Everything about this book sounds like a cliche of teen paranormal books- the boarding school, the loner girl that changes schools often, the super popular hot guy, the quirky friends, the relationship, the general story. Despite all that, it was a pretty good book. While cliche and not the most developed, none of the characters were offensively bad. In fact, I kind of liked them.
The story itself was also good despite the predictability of the plot. I knew where it was headed from the beginning and the description even tells most of it, but something about it kept me entertained despite that.
There were instances where I thought the book could have had better editing. While I didn't notice any errors, I did come across sentences that were strangely worded or didn't make sense. I also didn't like that there was no paragraph formatting. Instead of paragraph indents, they were marked by line breaks. While it's fine when reading blogs or emails, I would prefer my books to be formatted traditionally.
I really can't explain why I liked this book. Everything about it seems so typical of the least inventive books in the YA genre but it still manged to keep me reading and enjoying it.

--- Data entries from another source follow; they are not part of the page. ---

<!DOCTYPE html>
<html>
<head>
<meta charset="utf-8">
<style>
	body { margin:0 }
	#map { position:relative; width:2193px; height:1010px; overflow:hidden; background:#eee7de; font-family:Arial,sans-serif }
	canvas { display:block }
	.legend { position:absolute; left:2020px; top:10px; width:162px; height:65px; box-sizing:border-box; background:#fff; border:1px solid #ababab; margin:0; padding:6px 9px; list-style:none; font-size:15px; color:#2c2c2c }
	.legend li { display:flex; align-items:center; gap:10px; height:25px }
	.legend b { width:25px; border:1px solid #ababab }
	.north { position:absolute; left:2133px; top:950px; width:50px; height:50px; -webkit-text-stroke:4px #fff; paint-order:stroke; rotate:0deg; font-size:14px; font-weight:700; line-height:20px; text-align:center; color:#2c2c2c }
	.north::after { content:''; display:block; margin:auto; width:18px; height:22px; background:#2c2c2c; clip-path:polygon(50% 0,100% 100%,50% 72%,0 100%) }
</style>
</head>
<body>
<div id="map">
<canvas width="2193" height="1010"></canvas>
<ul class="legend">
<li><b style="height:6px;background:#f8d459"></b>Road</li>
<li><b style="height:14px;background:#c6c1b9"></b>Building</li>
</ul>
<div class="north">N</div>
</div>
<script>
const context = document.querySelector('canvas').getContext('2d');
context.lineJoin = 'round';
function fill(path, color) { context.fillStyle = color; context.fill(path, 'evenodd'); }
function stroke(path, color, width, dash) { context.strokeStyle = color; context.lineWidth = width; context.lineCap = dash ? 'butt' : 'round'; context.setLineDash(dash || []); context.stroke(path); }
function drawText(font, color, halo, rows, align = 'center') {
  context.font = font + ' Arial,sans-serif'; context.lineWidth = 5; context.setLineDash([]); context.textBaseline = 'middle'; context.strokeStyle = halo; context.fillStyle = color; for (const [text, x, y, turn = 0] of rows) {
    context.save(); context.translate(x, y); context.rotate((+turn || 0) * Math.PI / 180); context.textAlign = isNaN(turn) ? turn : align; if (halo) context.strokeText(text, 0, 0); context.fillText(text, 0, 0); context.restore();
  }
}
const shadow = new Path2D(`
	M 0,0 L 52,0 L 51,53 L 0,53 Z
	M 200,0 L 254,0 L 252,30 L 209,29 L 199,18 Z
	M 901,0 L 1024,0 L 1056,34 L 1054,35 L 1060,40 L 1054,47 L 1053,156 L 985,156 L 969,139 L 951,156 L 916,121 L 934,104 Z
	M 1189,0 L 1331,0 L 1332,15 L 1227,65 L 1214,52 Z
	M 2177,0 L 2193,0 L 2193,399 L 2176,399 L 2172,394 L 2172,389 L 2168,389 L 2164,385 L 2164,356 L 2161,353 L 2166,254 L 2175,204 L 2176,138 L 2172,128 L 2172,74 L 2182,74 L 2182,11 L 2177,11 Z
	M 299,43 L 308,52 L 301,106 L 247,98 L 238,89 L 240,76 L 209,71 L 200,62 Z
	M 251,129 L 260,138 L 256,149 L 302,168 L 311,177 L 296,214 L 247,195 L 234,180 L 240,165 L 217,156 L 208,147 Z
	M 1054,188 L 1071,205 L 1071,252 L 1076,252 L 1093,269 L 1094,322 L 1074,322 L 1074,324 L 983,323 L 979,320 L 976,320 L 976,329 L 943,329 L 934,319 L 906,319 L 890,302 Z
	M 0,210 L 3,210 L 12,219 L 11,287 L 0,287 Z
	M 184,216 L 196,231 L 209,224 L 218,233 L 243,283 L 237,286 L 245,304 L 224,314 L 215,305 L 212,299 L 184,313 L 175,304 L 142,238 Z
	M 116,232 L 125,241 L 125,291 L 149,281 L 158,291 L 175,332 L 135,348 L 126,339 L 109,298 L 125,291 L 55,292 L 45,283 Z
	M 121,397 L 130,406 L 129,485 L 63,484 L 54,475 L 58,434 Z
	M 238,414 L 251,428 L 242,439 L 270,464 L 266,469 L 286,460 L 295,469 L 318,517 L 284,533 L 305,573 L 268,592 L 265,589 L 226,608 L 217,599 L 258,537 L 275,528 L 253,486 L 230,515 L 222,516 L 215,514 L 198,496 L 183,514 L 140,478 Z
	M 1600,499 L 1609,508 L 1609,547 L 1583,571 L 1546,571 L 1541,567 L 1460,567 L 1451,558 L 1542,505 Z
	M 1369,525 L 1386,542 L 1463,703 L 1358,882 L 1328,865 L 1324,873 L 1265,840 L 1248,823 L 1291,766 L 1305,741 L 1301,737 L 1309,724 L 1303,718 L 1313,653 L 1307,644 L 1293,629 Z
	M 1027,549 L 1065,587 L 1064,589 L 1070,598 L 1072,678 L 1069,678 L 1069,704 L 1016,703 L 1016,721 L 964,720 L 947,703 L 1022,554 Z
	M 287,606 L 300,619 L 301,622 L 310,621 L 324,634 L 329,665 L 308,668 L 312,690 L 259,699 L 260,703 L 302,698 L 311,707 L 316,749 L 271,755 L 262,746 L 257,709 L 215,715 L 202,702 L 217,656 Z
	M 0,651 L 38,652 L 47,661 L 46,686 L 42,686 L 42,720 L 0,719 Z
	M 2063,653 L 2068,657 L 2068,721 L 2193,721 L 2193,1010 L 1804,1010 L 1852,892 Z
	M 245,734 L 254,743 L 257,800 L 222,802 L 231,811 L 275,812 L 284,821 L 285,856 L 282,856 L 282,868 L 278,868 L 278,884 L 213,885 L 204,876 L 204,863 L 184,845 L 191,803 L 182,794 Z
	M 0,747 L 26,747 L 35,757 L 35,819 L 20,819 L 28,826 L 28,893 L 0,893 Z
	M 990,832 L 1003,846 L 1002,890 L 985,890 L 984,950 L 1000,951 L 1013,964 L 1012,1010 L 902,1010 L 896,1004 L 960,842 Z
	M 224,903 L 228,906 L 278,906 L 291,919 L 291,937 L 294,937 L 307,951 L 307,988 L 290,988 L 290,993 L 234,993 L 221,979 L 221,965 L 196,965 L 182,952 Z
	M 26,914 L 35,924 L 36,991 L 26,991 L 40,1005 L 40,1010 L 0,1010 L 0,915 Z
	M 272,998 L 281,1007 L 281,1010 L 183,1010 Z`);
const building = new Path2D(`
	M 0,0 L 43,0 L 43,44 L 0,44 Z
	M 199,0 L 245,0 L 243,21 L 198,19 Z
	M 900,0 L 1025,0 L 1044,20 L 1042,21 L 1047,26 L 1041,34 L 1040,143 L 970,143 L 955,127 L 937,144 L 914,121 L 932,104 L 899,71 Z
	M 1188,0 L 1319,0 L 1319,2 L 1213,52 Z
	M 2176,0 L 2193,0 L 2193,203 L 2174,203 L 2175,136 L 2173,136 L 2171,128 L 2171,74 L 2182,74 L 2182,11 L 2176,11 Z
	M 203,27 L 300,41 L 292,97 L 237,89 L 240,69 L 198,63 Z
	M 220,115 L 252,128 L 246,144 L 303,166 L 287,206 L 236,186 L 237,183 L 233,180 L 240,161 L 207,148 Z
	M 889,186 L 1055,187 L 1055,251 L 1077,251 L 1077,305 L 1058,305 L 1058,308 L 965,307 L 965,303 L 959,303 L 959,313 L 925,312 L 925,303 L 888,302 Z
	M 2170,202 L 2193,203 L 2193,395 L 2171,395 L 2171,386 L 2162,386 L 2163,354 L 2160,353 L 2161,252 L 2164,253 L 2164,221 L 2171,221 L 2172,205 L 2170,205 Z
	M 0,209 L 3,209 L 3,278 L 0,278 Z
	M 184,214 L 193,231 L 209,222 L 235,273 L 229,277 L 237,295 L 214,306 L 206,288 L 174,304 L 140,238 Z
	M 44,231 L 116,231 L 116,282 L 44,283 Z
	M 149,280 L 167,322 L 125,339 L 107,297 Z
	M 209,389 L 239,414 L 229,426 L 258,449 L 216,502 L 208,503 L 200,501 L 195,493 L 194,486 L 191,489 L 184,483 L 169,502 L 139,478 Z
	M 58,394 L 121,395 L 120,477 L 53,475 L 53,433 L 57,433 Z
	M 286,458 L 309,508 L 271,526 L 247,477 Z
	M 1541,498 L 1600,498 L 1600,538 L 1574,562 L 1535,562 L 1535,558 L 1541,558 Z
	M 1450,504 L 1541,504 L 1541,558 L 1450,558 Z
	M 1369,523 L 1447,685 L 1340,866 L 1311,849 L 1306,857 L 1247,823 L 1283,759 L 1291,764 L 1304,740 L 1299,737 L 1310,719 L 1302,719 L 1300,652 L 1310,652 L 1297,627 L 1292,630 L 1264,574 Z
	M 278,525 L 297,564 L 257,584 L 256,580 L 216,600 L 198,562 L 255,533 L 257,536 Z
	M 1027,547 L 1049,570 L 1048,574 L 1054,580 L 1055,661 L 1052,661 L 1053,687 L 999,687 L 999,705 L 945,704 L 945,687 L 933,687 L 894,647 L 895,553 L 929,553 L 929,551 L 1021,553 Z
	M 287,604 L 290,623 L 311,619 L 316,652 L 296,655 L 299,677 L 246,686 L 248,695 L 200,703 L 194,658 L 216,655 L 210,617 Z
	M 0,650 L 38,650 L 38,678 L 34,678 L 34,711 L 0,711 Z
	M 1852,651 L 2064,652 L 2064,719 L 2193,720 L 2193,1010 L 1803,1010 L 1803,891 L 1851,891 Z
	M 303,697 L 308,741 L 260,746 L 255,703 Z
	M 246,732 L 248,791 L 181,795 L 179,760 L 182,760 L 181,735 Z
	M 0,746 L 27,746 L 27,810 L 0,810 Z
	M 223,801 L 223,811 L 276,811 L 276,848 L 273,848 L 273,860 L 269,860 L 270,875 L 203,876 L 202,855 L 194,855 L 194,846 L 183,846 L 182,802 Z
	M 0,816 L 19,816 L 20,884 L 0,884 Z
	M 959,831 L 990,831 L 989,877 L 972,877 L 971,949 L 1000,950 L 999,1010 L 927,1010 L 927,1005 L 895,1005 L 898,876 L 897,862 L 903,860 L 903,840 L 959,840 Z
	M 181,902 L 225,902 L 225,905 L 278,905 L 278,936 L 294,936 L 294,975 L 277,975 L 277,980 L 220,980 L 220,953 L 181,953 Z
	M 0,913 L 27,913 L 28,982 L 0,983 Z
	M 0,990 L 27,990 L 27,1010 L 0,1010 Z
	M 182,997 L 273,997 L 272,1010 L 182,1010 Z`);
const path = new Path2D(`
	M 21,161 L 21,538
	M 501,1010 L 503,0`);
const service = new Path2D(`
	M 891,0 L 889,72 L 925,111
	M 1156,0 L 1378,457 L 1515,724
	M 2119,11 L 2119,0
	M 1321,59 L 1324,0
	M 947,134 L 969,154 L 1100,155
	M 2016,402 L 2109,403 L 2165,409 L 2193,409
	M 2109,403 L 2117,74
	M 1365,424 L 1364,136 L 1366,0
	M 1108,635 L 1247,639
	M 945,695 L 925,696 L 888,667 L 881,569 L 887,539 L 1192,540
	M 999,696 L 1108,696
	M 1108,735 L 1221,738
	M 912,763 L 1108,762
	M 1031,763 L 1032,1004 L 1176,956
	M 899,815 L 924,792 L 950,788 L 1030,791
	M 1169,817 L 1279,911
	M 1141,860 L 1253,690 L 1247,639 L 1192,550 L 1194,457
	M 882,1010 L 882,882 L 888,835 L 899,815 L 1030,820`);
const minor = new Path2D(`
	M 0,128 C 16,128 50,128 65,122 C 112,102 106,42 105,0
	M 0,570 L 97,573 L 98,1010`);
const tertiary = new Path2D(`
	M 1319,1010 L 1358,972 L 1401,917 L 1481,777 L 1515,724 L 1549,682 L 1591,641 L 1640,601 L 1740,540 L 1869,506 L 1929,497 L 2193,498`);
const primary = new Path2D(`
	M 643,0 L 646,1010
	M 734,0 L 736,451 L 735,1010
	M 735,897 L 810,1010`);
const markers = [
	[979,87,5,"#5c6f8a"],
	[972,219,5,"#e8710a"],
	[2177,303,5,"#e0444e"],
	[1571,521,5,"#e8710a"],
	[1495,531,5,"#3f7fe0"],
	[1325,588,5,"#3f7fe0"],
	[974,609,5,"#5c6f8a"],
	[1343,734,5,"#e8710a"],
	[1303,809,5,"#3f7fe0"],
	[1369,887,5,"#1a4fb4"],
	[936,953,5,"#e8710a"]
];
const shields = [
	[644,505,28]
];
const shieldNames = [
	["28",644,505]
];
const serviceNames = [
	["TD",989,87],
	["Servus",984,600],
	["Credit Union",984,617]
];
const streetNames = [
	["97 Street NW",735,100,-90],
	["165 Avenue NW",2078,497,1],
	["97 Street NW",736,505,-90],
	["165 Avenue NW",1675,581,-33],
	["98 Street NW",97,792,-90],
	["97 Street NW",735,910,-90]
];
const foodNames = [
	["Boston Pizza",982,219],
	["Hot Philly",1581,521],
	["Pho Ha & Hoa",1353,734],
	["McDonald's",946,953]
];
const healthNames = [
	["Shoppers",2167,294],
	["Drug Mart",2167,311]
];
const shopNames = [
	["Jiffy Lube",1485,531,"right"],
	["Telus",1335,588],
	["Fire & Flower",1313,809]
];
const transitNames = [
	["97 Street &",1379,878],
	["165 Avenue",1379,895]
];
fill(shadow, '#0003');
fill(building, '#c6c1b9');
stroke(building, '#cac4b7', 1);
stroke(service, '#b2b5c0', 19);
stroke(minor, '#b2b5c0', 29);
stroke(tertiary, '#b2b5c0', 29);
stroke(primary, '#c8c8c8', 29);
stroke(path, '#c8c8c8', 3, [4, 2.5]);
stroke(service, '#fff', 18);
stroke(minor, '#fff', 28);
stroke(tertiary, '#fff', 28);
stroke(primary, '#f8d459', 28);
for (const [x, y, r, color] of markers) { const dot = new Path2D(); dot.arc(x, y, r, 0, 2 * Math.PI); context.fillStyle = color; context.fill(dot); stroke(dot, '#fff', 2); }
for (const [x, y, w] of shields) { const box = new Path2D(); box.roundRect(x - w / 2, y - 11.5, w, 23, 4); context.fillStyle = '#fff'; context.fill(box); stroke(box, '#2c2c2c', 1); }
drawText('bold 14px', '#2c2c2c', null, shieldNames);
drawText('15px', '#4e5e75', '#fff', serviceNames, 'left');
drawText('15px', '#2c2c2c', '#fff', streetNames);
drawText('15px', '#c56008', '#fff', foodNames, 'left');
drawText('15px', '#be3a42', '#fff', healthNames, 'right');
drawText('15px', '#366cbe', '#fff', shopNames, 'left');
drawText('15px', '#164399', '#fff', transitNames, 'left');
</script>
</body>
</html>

I'd suggest reading a sample because that will give you a good idea about the whole book. It'd also be a good option for people that want a more wholesome YA book. I looked at the information about the e-publishing company Astraea that published Feudlings and they are really specific about no sex or language in their books so there is no possibility of future books in the series suddenly pulling out the whips and chains.